The S&P/ASX 200 index closed 0.2% higher at 7,729.400.
Data released late on Tuesday showed U.S. consumer prices - a key metric in measuring inflation - came in slightly hotter than expected.
However, the data failed to dampen investors' spirits about a potential U.S. rate cut in June. Market expectations for a rate reduction in June currently stand at around 67%, slightly below 70% a week ago, according to the CME FedWatch Tool.
"Central banks are in data–dependent mode. Absent a new inflationary shock, we can be reasonably sure that the next move in rates will be down for most central banks across advanced economies," Luci Ellis, chief economist at Westpac, said in a note.
Ellis expects the Australian central bank to cut rates in September and deliver another reduction in November.
In Sydney, financials gained 0.9%, with National Australia Bank, ANZ Group, and Westpac Banking Corp advancing between 1.7% and 1.8%.
Real estate and consumer stocks rose 1.04% and 0.1%, respectively, with Goodman Group gaining 2.5% and Wesfarmers rising 1.5%.
The heavyweight mining sector shed 0.9%, hitting its lowest level since Oct. 23, as iron ore prices continue to decline due to weak China demand.

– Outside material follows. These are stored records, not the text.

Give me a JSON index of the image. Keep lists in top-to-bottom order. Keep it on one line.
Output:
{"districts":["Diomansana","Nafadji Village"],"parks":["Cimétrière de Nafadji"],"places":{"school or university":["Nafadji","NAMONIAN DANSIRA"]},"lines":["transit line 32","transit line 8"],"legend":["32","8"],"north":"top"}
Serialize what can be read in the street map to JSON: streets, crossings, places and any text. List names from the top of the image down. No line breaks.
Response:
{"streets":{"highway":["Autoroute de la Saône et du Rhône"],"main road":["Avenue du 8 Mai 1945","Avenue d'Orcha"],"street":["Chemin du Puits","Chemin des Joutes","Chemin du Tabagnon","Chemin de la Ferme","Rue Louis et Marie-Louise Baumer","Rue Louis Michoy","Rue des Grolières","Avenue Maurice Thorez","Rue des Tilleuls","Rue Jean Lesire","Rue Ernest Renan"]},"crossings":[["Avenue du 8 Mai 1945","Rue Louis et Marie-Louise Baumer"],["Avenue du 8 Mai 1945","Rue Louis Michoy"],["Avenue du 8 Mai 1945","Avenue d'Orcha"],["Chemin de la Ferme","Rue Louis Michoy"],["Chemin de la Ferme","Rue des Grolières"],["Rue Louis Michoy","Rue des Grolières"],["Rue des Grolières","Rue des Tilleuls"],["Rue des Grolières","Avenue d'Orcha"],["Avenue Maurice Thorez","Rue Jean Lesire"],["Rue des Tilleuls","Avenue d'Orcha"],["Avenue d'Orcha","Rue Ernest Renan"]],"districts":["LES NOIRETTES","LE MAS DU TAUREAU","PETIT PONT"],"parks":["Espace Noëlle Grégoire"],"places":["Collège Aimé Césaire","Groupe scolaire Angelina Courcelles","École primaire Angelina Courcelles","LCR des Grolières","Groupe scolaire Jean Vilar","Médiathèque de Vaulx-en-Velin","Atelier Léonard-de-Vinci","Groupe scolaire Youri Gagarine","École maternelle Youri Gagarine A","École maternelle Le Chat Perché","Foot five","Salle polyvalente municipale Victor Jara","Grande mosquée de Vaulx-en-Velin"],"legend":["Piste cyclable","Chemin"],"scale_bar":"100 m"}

U.S.-based gold miner Newmont Corp's local shares were among the top losers on the benchmark, declining 3%. Iron ore miners Fortescue and BHP Group lost 1% and 1.3%.
Liontown Resources gained the most on the benchmark, ending 6.1% higher, after the lithium developer entered a A$550 million ($363.7 million) debt facility to expand its lithium project in Western Australia.